JAKARTA, WARTAPEMERIKSA – Badan Pemeriksa Keuangan (BPK) merekomendasikan agar Menteri Keuangan meminta Aparat Pengawasan Intern Pemerintah (APIP) melakukan pengawasan efektif atas pengelolaan Penerimaan Negara Bukan Pajak (PNBP).
Rekomendasi itu tercantum dalam Laporan Hasil Pemeriksaan (LHP) atas Kepatuhan terhadap Ketentuan Perundang-undangan Pemerintah Pusat 2019 tertanggal 15 Juni 2020.

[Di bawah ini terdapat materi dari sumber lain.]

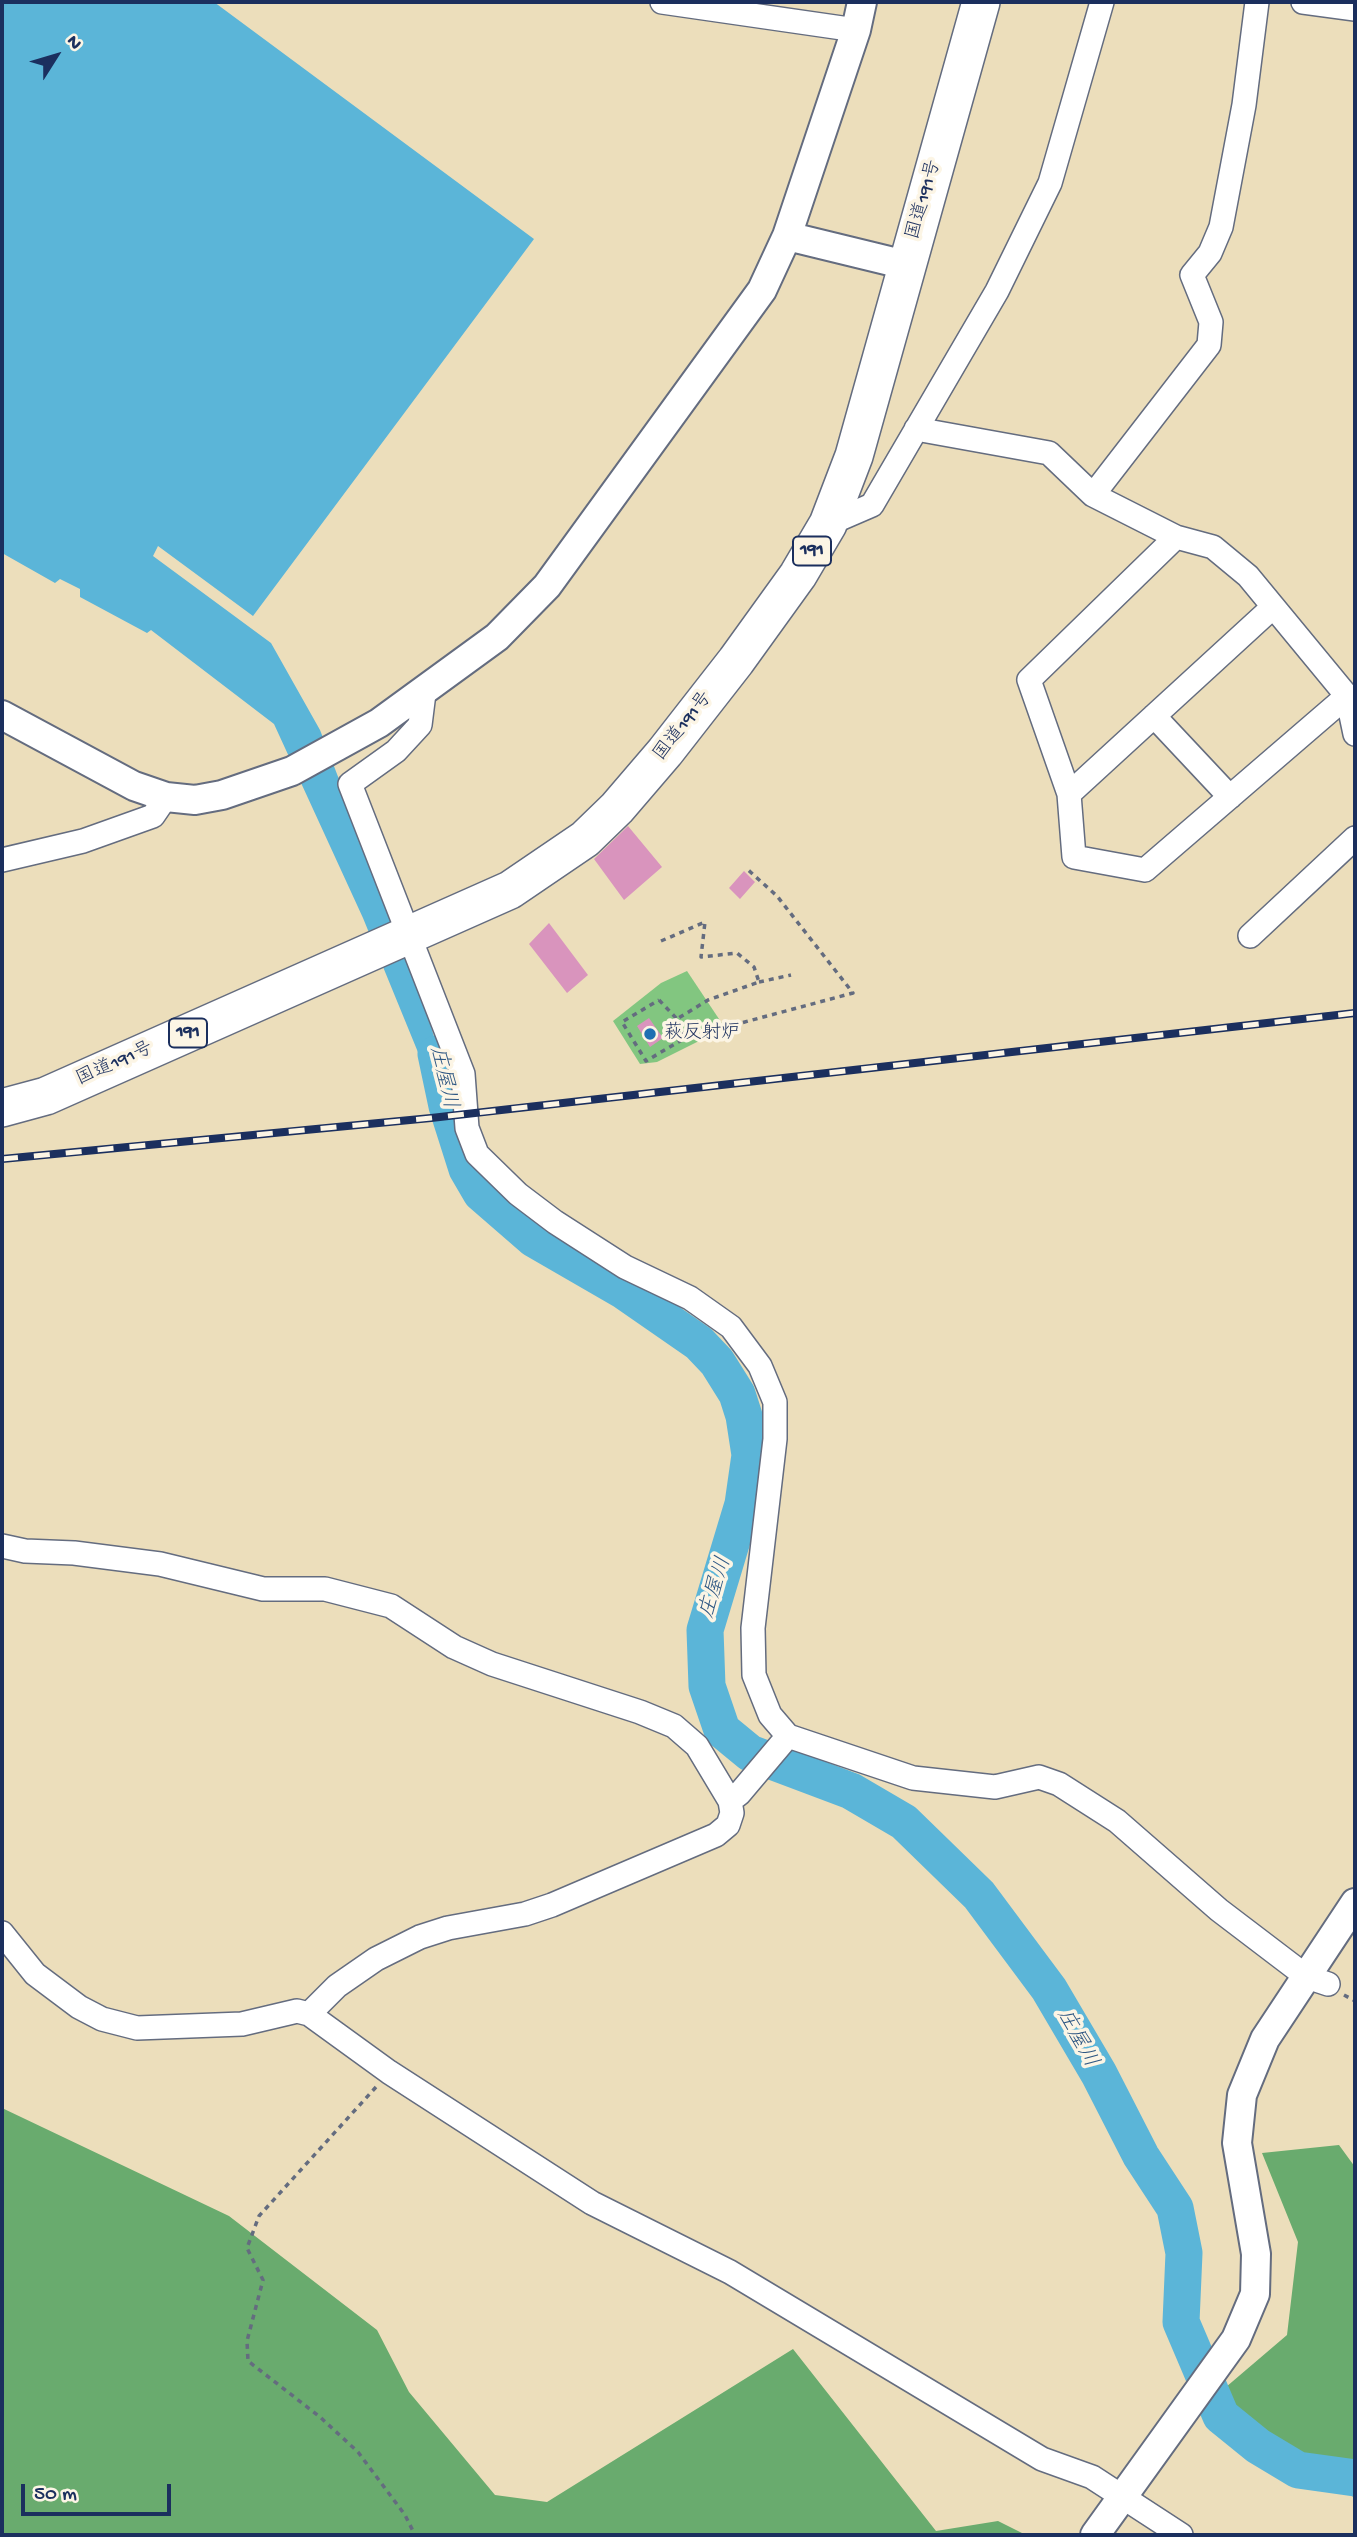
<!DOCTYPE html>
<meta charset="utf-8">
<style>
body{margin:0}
#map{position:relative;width:1357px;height:2537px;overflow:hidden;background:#ecdebb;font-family:"Gochi Hand",sans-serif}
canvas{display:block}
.frame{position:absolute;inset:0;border:4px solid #1b2f5e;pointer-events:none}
.north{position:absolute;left:21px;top:21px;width:70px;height:70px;-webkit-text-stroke:5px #fcf5e5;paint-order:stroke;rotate:53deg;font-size:19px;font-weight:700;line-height:28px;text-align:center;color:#1b2f5e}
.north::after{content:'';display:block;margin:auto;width:24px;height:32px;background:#1b2f5e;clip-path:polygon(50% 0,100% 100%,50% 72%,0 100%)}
.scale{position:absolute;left:21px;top:2484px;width:150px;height:32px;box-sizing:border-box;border:4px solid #1b2f5e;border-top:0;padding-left:9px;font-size:21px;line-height:24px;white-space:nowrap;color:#1b2f5e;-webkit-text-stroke:5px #fcf5e5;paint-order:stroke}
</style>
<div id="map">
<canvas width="1357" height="2537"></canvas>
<div class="frame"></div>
<div class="north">N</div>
<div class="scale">50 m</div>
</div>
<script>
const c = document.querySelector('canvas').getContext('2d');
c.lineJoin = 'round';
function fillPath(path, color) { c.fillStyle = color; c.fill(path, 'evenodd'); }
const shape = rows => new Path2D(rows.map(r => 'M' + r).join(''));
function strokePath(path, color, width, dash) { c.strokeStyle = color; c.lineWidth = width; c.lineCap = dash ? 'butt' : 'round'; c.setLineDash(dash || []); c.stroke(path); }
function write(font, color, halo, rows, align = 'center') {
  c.font = font + ' "Gochi Hand","Klee One",sans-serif'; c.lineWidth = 7; c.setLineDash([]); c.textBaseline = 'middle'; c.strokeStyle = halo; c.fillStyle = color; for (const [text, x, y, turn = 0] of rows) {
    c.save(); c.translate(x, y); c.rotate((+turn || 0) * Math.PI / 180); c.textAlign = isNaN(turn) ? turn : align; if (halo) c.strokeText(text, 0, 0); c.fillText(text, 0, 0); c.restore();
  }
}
fillPath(shape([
 [687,971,725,1028,657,1062,640,1064,613,1021,661,983]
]), '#82c680');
fillPath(shape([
 [2,2108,229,2216,377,2330,409,2392,495,2495,547,2502,793,2349,936,2531,998,2521,1026,2535,2,2535],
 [1339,2145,1355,2167,1355,2498,1269,2442,1219,2393,1287,2335,1298,2242,1262,2153]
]), '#69ab6e');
fillPath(shape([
 [2,2,214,2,534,239,253,616,158,546,153,556,271,643,320,730,420,989,453,1101,440,1106,363,918,274,724,151,630,147,633,80,597,80,589,60,579,55,583,2,553]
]), '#5bb5d8');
strokePath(shape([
 [436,1054,447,1106,467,1169,481,1193,534,1239,624,1291,699,1343,717,1362,737,1394,744,1416,750,1455,743,1504,705,1630,707,1686,722,1730,750,1753,851,1791,904,1822,979,1895,1049,1989,1099,2074,1141,2156,1175,2208,1184,2253,1181,2322,1221,2416,1258,2446,1298,2470,1355,2478]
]), '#5bb5d8', 37);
fillPath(shape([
 [628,826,662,867,624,900,594,859],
 [744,871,755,882,740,899,729,888],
 [549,923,588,975,567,993,529,944],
 [649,1018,663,1038,650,1047,637,1026]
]), '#d994bd');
const minor = shape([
 [662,2,856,30],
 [1303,2,1355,9],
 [916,429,1049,453,1093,495,1176,537,1213,547,1248,576,1347,696,1355,734],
 [1093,495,1209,345,1211,322,1192,275,1210,253,1221,227,1244,105,1257,2],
 [828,524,872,505,997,291,1050,183,1102,2],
 [1176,537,1029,680,1069,794,1074,857,1145,870,1347,696],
 [424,693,420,725,396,751,350,784,463,1074,467,1128,477,1154,518,1194,555,1222,625,1267,690,1298,731,1327,760,1366,775,1402,775,1439,753,1628,754,1675,770,1715,788,1736,913,1778,995,1787,1039,1777,1059,1784,1117,1821,1219,1910,1307,1977,1328,1984],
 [1154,716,1230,797],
 [1069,794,1273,607],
 [2,860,83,841,153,816,166,797],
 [1250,936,1355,838],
 [2,1546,25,1551,74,1553,160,1564,263,1589,325,1589,391,1606,454,1647,492,1664,640,1712,674,1726,697,1746,730,1801,732,1813,728,1825,716,1835,552,1905,525,1914,448,1928,420,1937,376,1959,337,1986,309,2014],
 [730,1801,739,1794,788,1736],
 [2,1933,35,1974,79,2007,102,2019,137,2028,242,2024,297,2011,309,2014,389,2072,592,2203,730,2272,1042,2459,1092,2477,1181,2535]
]);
const tertiary = shape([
 [787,236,906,265],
 [2,715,134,786,166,797,195,800,222,795,292,771,379,723,497,637,547,586,762,290,787,236,856,30,862,2],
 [1095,2535,1236,2339,1255,2294,1256,2254,1237,2143,1242,2095,1265,2039,1355,1903]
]);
const trunk = shape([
 [2,1108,46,1096,510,890,585,839,617,808,665,752,736,661,798,575,828,524,854,456,981,2]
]);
strokePath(minor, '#646c7f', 26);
strokePath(tertiary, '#646c7f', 32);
strokePath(trunk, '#646c7f', 40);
strokePath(shape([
 [661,941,705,922,701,957,737,953,754,967,759,982,708,1000,677,1019],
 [759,982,791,975],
 [659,1000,677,1019,685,1038,646,1061,622,1022,659,1000],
 [685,1038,853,993,777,896,746,868],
 [1344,1995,1355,2001],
 [376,2087,259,2216,247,2248,263,2280,247,2341,248,2361,320,2417,358,2452,405,2515,415,2535]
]), '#646c7f', 3.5, [5, 5]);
strokePath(minor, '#fff', 23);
strokePath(tertiary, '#fff', 28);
strokePath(trunk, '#fff', 37);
const rail = shape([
 [2,1159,431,1118,1355,1013]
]);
strokePath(rail, '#1b2f5e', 8);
strokePath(rail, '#fcf5e5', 5, [16]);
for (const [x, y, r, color] of [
 [650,1034,7,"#1f6fb2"]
]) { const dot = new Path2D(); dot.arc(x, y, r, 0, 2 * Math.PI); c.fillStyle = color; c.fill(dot); strokePath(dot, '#fcf5e5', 2.5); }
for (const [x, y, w] of [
 [812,551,38],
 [188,1033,38]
]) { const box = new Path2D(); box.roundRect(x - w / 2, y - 14.5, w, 29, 5); c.fillStyle = '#fcf5e5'; c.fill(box); strokePath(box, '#1b2f5e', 2); }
write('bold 18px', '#1b2f5e', null, [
 ["191",812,551],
 ["191",188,1033]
]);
write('19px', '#1b2f5e', '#fcf5e5', [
 ["国道191号",925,200,-74],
 ["国道191号",684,727,-52],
 ["国道191号",115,1065,-24]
]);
write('19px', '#1b2f5e', '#fcf5e5', [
 ["萩反射炉",664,1034]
], 'left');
write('italic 21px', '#2e5783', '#fcf5e5', [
 ["庄屋川",442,1078,77],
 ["庄屋川",717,1588,-73],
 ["庄屋川",1076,2039,61]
]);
</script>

“Meminta APIP K/L melakukan pengawasan efektivitas PNPB di lingkungan K/L supaya tidak terjadi permasalahan berulang,” demikian bunyi rekomendasi tersebut.
Rekomendasi ini muncul setelah audit BPK menemukan adanya penerapan pungutan tanpa dasar hukum di 7 lembaga, ditambah 8 lembaga yang menarik pungutan resmi tetapi tidak menyetorkannya ke kas negara.
Tujuh instansi yang masih menerapkan pungutan itu adalah Kementerian Pendidikan dan Kebudayaan Rp18,07 miliar, Kementerian Agama Rp15,04 miliar, Badan Keamanan Laut Rp2,34 miliar, dan Lembaga Ilmu Pengetahuan Indonesia Rp485,79 juta.
Kemudian Kejaksaan RI Rp261,63 juta, Kementerian Desa, Pembangunan Daerah Tertinggal dan Transmigrasi Rp222,75 juta, dan Kementerian Riset, Teknologi dan Pendidikan Tinggi Rp72,41 juta. Total nilai pungutan liar itu mencapai Rp36,50 miliar.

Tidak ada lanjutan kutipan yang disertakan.